To begin with: a necessary and sufficient condition for $(g_i,h_i)_{i\in I}$ to be free is that either $(g_i)_{i\in I}$ or $(h_i)_{i\in I}$ is free.
It is obviously sufficient. Let us check it's necessary; the case when $I$ is a singleton being straightforward (to say that a singleton family is free means that its single element has infinite order), assume it has at least 2 elements. If none of the two families is free, there exist nontrivial group words (in the free group over $I$), say $w,w'$ such that $w((g_i)_{i\in I})=1$ and $w'((h_i)_{i\in I})=1$. Since $I$ has at least 2 elements, there exists a conjugate of $w'$ (say, by some generator) that does not commute with $w$. Then possibly replacing $w'$ with this conjugate and then considering $w''=[w,w']$, we have $w''((g_i,h_i)_{i\in I})=1$ and $w''\neq 1$.
Now I answer the question, which regards freeness of arbitrary cyclic groups (recall that, by definition, a family $(H_i)$ of subgroups of a group $G$ is free if the canonical homomorphism from the free product of the $H_i$ into $G$ is injective).
Define $\gamma_i=(g_i,h_i)$; assume that no $\gamma_i$ equals 1 and that $I$ has at least 2 elements. For $g$ in a group, define $o(g)$ to be the order of $g$ (0 if $g$ is not torsion).
A necessary and sufficient condition for $(\langle(g_i,h_i)\rangle)_{i\in I}$ to be free is that either $o(h_i)$ divides $o(g_i)$ for all $i$ and $(\langle g_i\rangle)$ is free, or vice versa.
It is obviously sufficient. Otherwise, first assume that the divisibility property fails.
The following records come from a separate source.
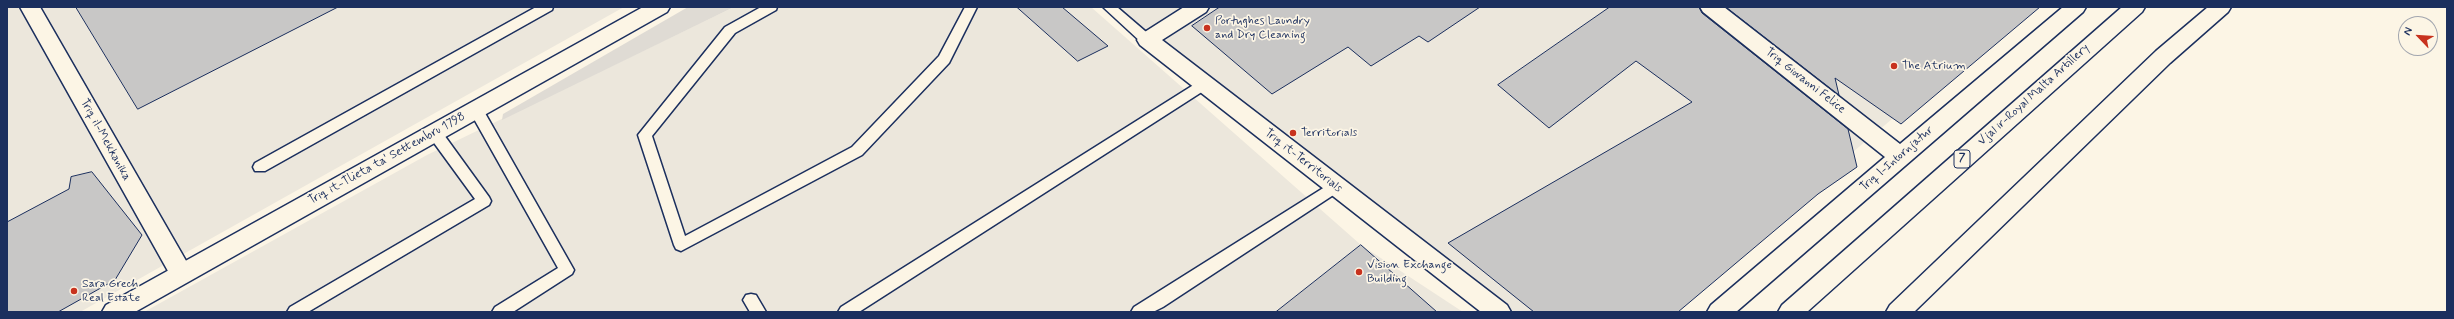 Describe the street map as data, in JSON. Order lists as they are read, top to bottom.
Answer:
{
  "streets": {
    "main road": [
      "Triq Giovanni Felice",
      "Vjal ir-Royal Malta Artillery",
      "Triq il-Mekkanika",
      "Triq it-Tlieta ta' Settembru 1798",
      "Triq l-Intornjatur",
      "7",
      "Triq it-Territorials"
    ]
  },
  "crossings": [
    ["Triq Giovanni Felice", "Triq l-Intornjatur"],
    ["Triq il-Mekkanika", "Triq it-Tlieta ta' Settembru 1798"]
  ],
  "places": [
    "Portughes Laundry and Dry Cleaning",
    "The Atrium",
    "Territorials",
    "Vision Exchange Building",
    "Sara Grech Real Estate"
  ],
  "north": "top left"
}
Hence there exist indices $i,j$ and positive integers $k,\ell$ such that $g_i^k=1$, $h_i^k\neq 1$, $h_j^\ell=1$, $g_j^\ell\neq 1$. Then $\gamma_i^k\neq 1$, $\gamma_j^\ell\neq 1$, but $[\gamma_i^k,\gamma_j^\ell]\neq 1$, hence $(\langle\gamma_i\rangle)_{i\in I}$ is not free.
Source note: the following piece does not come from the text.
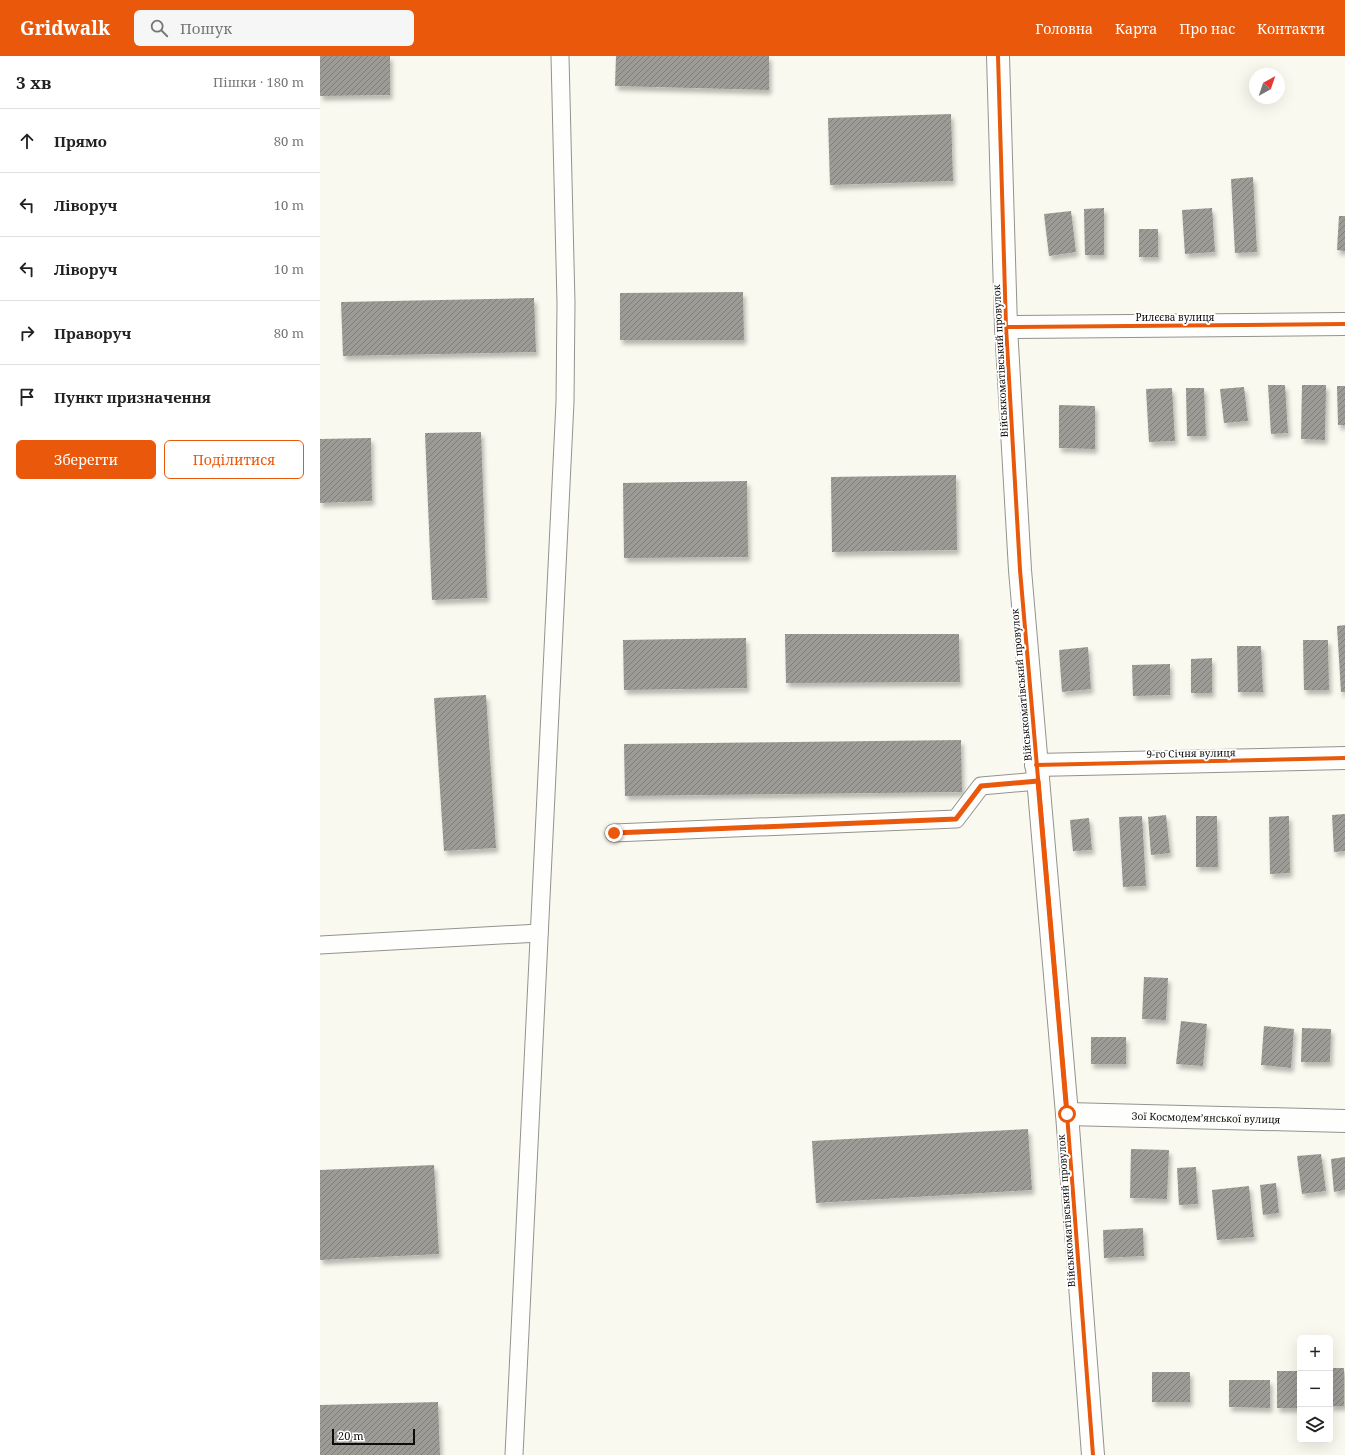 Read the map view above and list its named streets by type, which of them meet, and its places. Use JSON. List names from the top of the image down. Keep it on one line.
{"streets":{"street":["Рилєєва вулиця","Військкоматівський провулок","9-го Січня вулиця","Зої Космодем’янської вулиця"]},"crossings":[["Рилєєва вулиця","Військкоматівський провулок"],["Військкоматівський провулок","9-го Січня вулиця"],["Військкоматівський провулок","Зої Космодем’янської вулиця"]],"scale_bar":"20 m","north":"top right","page":{"header":"Gridwalk","search":"Пошук","nav":["Головна","Карта","Про нас","Контакти"],"heading":["3 хв","Пішки · 180 m"],"list":[["Прямо","80 m"],["Ліворуч","10 m"],["Ліворуч","10 m"],["Праворуч","80 m"],"Пункт призначення"],"buttons":["Зберегти","Поділитися"],"map_buttons":["+","−"],"scale":"20 m"}}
Otherwise we have, up to switching: $o(h_i)$ divides $o(g_i)$ for all $i$ (which forces $g_i\neq 1$ for all $i$ since $\gamma_i\neq 1$ was assumed), but the condition fails, which means that there exists nontrivial words $w,w'$ in the free product of cyclic groups ${\large\ast}_i\mathbf{Z}/o(g_i)\mathbf{Z}$ such that $w((g_i)_{i\in I})=1$ and $w'((h_i)_{i\in I})=1$. Indeed, define $w''$ to be the commutator of $w$ and $w'$, where $w'$ is possibly replaced with a conjugate if it accidentally () commutes with $w$; then $w''((\gamma_i)_{i\in I})\neq 1$ and it follows that $(\langle\gamma_i\rangle)_{i\in I}$ is not free. For () to work I need the fact that the centralizer of any nontrivial conjugacy class is trivial, a fact that holds in an arbitrary nontrivial free product with the unique exception of the infinite dihedral group.
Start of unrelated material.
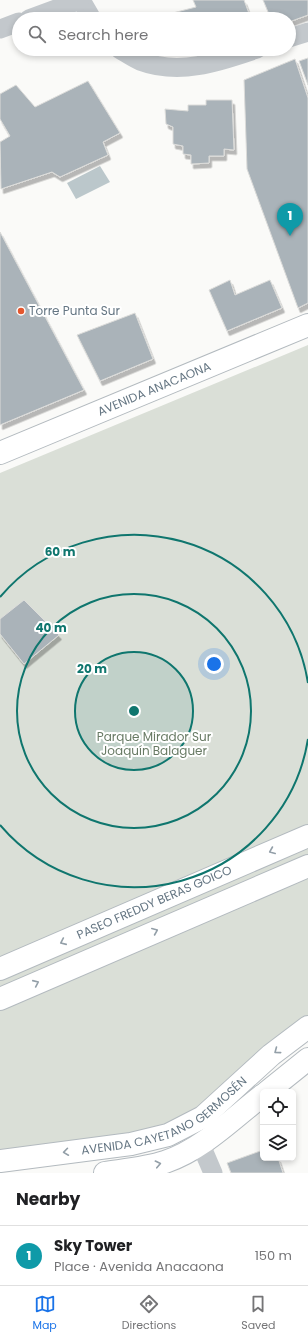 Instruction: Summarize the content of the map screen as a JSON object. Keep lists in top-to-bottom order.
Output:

(*) this fails when $I$ has only 2 elements $i,j$ and both $g_i,g_j$ have order 2 (hence $h_i^2=h_j^2=1$ as well by the divisibility assumption); then a stupid argument works: if both $(g_1,g_2)$ and $(h_1,h_2)$ are non-free, then both $\{g_1,g_2\}$ and $\{h_1,h_2\}$ generate finite groups, hence so does $\{\gamma_1,\gamma_2\}$ and hence $(\gamma_1,\gamma_2)$ is not free.